24 “Therefore everyone who hears these words of mine and puts them into practice is like a wise man who built his house on the rock. 25 The rain came down, the streams rose, and the winds blew and beat against that house; yet it did not fall, because it had its foundation on the rock. 26 But everyone who hears these words of mine and does not put them into practice is like a foolish man who built his house on sand. 27 The rain came down, the streams rose, and the winds blew and beat against that house, and it fell with a great crash.” (Matthew 7:24-27).

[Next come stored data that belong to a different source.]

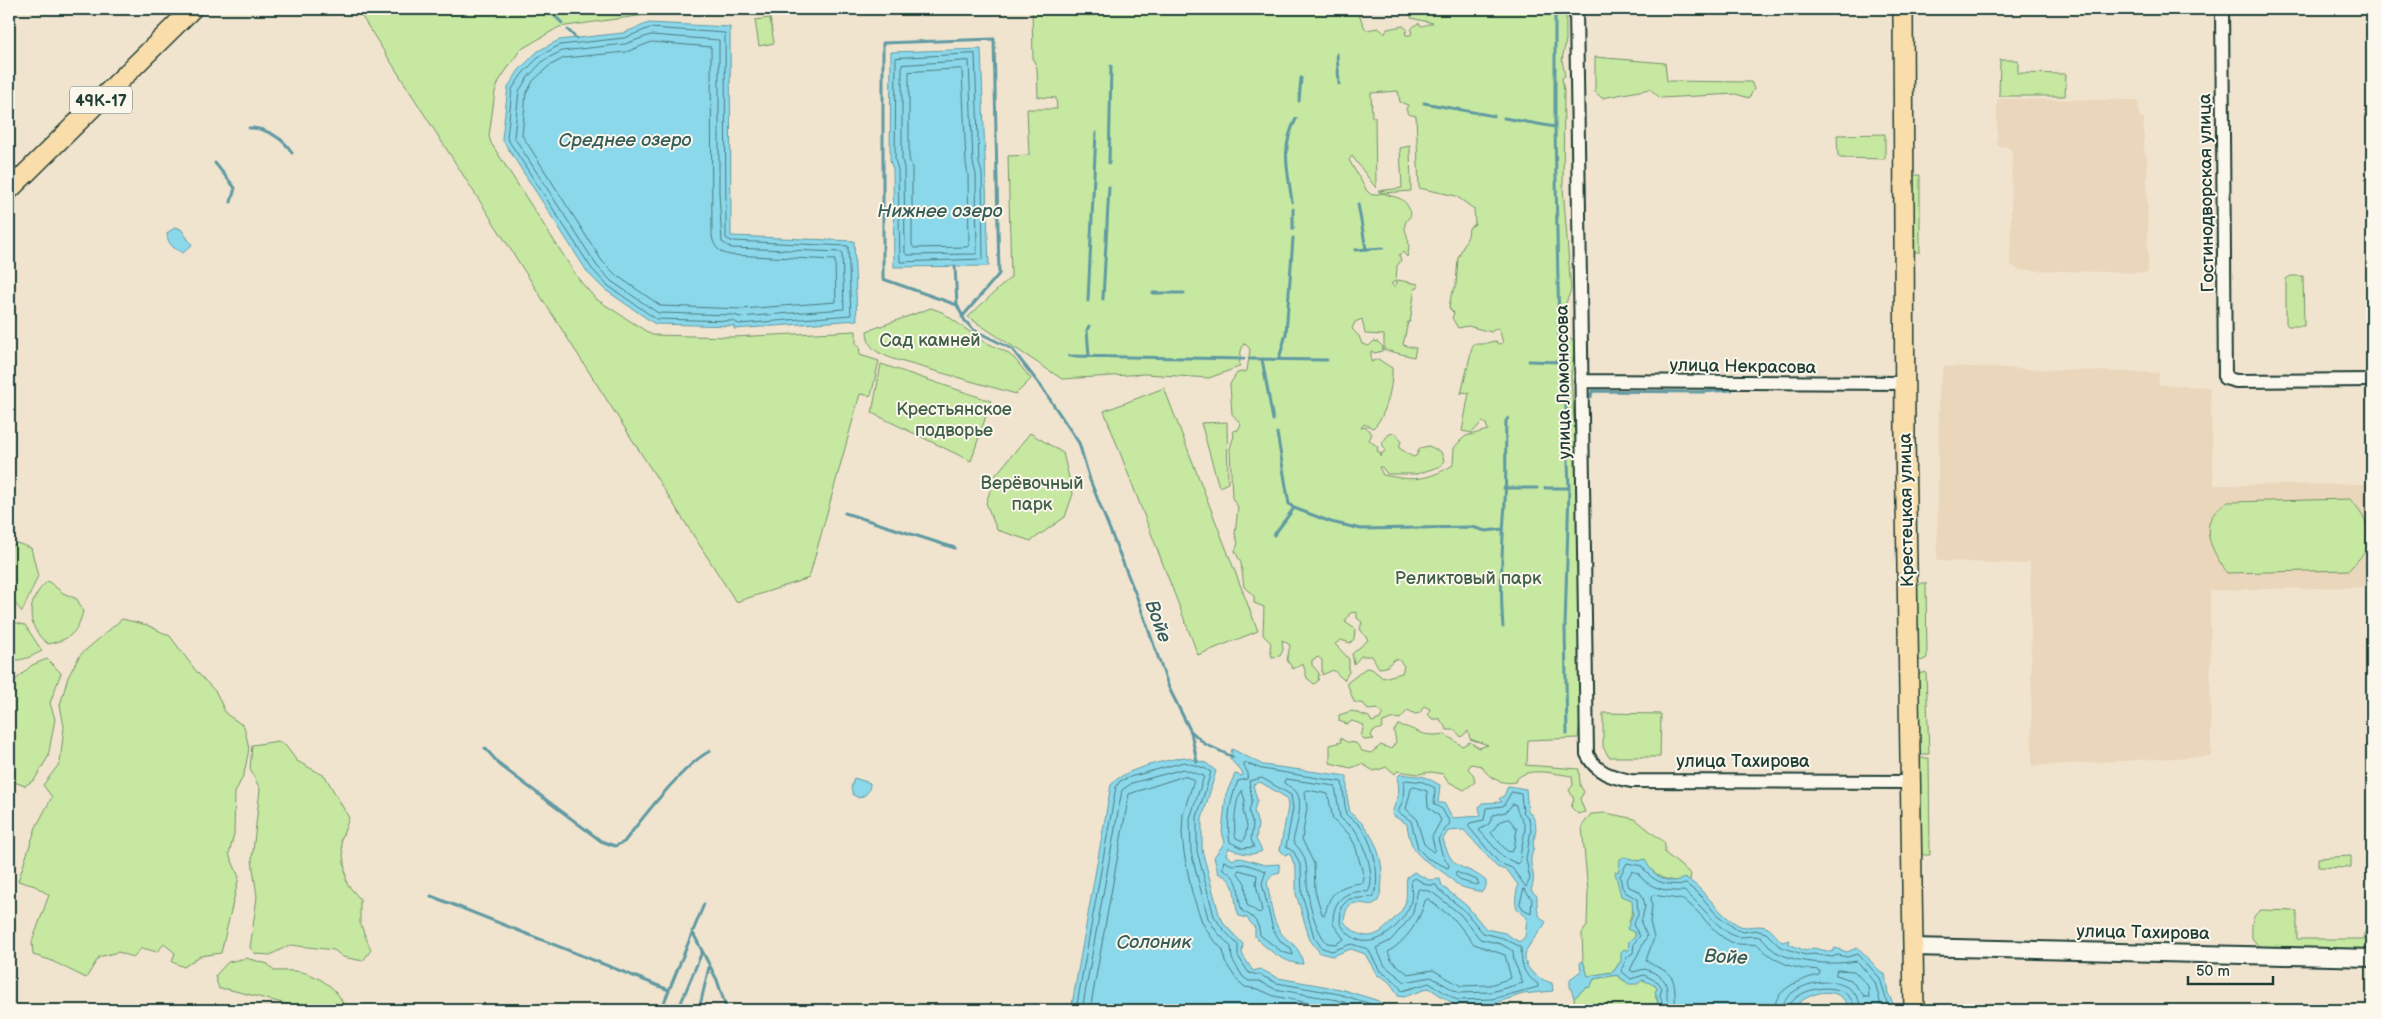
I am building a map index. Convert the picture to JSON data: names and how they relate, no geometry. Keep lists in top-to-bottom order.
{
  "streets": {
    "main road": ["49К-17", "Крестецкая улица", "улица Тахирова"],
    "street": ["Гостинодворская улица", "улица Некрасова", "улица Ломоносова"]
  },
  "crossings": [
    ["улица Некрасова", "улица Ломоносова"],
    ["улица Некрасова", "Крестецкая улица"],
    ["улица Ломоносова", "улица Тахирова"],
    ["Крестецкая улица", "улица Тахирова"]
  ],
  "water": [
    "Среднее озеро",
    "Нижнее озеро",
    "Войе",
    "Солоник"
  ],
  "parks": [
    "Сад камней",
    "Крестьянское подворье",
    "Верёвочный парк",
    "Реликтовый парк"
  ],
  "scale_bar": "50 m"
}
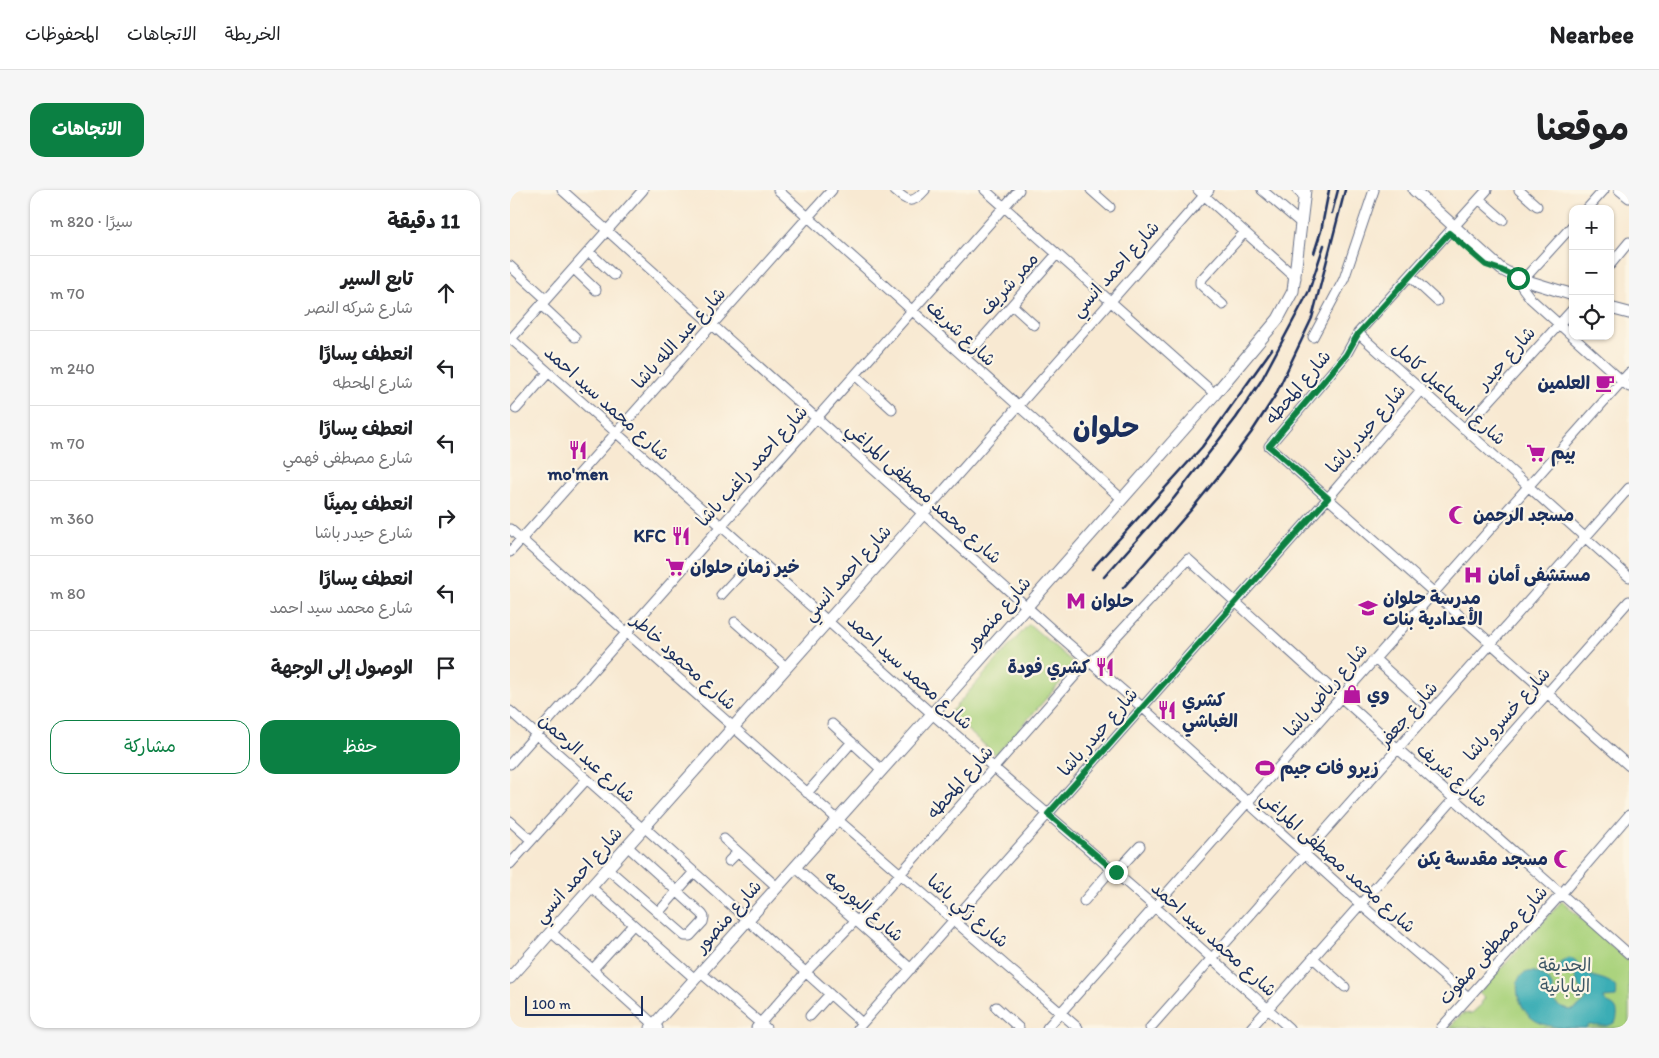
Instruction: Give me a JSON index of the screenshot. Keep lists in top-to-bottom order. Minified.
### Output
{"streets":{"street":["شارع احمد انسي","ممر شريف","شارع شريف","شارع عبد الله باشا","شارع حيدر","شارع المحطه","شارع اسماعيل كامل","شارع محمد سيد احمد","شارع حيدر باشا","شارع احمد راغب باشا","شارع محمد مصطفى المراغي","شارع منصور","شارع محمود خاطر","شارع رياض باشا","شارع جعفر","شارع خسرو باشا","شارع عبد الرحمن","شارع البورصه","شارع زكي باشا","شارع مصطفى صفوت"]},"crossings":[["شارع احمد انسي","شارع شريف"],["شارع احمد انسي","شارع محمد سيد احمد"],["شارع احمد انسي","شارع محمد مصطفى المراغي"],["شارع احمد انسي","شارع محمود خاطر"],["شارع احمد انسي","شارع عبد الرحمن"],["ممر شريف","شارع شريف"],["شارع شريف","شارع عبد الله باشا"],["شارع شريف","شارع المحطه"],["شارع شريف","شارع حيدر باشا"],["شارع شريف","شارع احمد راغب باشا"],["شارع شريف","شارع منصور"],["شارع شريف","شارع رياض باشا"],["شارع شريف","شارع جعفر"],["شارع شريف","شارع خسرو باشا"],["شارع شريف","شارع مصطفى صفوت"],["شارع عبد الله باشا","شارع محمد سيد احمد"],["شارع عبد الله باشا","شارع محمد مصطفى المراغي"],["شارع عبد الله باشا","شارع محمود خاطر"],["شارع حيدر","شارع اسماعيل كامل"],["شارع المحطه","شارع اسماعيل كامل"],["شارع المحطه","شارع محمد سيد احمد"],["شارع المحطه","شارع حيدر باشا"],["شارع المحطه","شارع محمد مصطفى المراغي"],["شارع المحطه","شارع عبد الرحمن"],["شارع المحطه","شارع البورصه"],["شارع المحطه","شارع زكي باشا"],["شارع اسماعيل كامل","شارع حيدر باشا"],["شارع اسماعيل كامل","شارع رياض باشا"],["شارع اسماعيل كامل","شارع جعفر"],["شارع محمد سيد احمد","شارع حيدر باشا"],["شارع محمد سيد احمد","شارع احمد راغب باشا"],["شارع محمد سيد احمد","شارع منصور"],["شارع محمد سيد احمد","شارع رياض باشا"],["شارع محمد سيد احمد","شارع جعفر"],["شارع محمد سيد احمد","شارع خسرو باشا"],["شارع حيدر باشا","شارع محمد مصطفى المراغي"],["شارع حيدر باشا","شارع عبد الرحمن"],["شارع حيدر باشا","شارع البورصه"],["شارع حيدر باشا","شارع زكي باشا"],["شارع احمد راغب باشا","شارع محمد مصطفى المراغي"],["شارع احمد راغب باشا","شارع محمود خاطر"],["شارع احمد راغب باشا","شارع عبد الرحمن"],["شارع محمد مصطفى المراغي","شارع منصور"],["شارع محمد مصطفى المراغي","شارع رياض باشا"],["شارع محمد مصطفى المراغي","شارع جعفر"],["شارع محمد مصطفى المراغي","شارع خسرو باشا"],["شارع محمد مصطفى المراغي","شارع مصطفى صفوت"],["شارع منصور","شارع محمود خاطر"],["شارع منصور","شارع عبد الرحمن"],["شارع منصور","شارع البورصه"],["شارع منصور","شارع زكي باشا"],["شارع محمود خاطر","شارع زكي باشا"],["شارع رياض باشا","شارع زكي باشا"]],"districts":["حلوان"],"parks":["الحديقة اليابانية"],"places":{"cafe":["العلمين"],"restaurant":["mo'men","KFC","كشري فودة","كشري الغباشي"],"supermarket":["بيم","خير زمان حلوان"],"mosque":["مسجد الرحمن","مسجد مقدسة يكن"],"hospital":["مستشفى أمان"],"metro station":["حلوان"],"school or university":["مدرسة حلوان الأعدادية بنات"],"shop":["وي"],"sports":["زيرو فات جيم"]},"scale_bar":"100 m","page":{"header":"Nearbee","nav":["الخريطة","الاتجاهات","المحفوظات"],"title":"موقعنا","buttons":["الاتجاهات",["حفظ","مشاركة"]],"heading":["11 دقيقة","سيرًا · 820 m"],"map_buttons":["+","−"],"list":[["تابع السير","شارع شركه النصر","70 m"],["انعطف يسارًا","شارع المحطه","240 m"],["انعطف يسارًا","شارع مصطفى فهمي","70 m"],["انعطف يمينًا","شارع حيدر باشا","360 m"],["انعطف يسارًا","شارع محمد سيد احمد","80 m"],"الوصول إلى الوجهة"],"scale":"100 m"}}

I have always been a person who searches for people with spiritual integrity – people whose lives match their professions of faith. In this famous parable, Jesus calls these people “wise” because they practice His teachings. Often these people are easy to spot – they look you in the eye when you speak to them, they speak openly of Christ’s activity in their daily lives and their speech is seasoned with a healthy understanding of the Scriptures.

It is also usually pretty easy to spot most of the “foolish” people of the parable. Christ has no place in their conversation; there is little overlap between their Sunday morning behavior and the rest of their week’s activities. If they go to any sort of worship service, it takes the form of rote prayers and music, along with a quickly-forgotten homily from the preacher.

But while most of the population is pretty easy to assess, there are some who are good “actors.” For these the trials of life – the rain and the winds of Jesus’ parable – draw out the true assessment of their spiritual lives. In another place Jesus told His audience that the “rain falls on the just and the unjust” (Matt. 5:45), in other words, upon all of us. How we respond determines what foundation our lives are built upon.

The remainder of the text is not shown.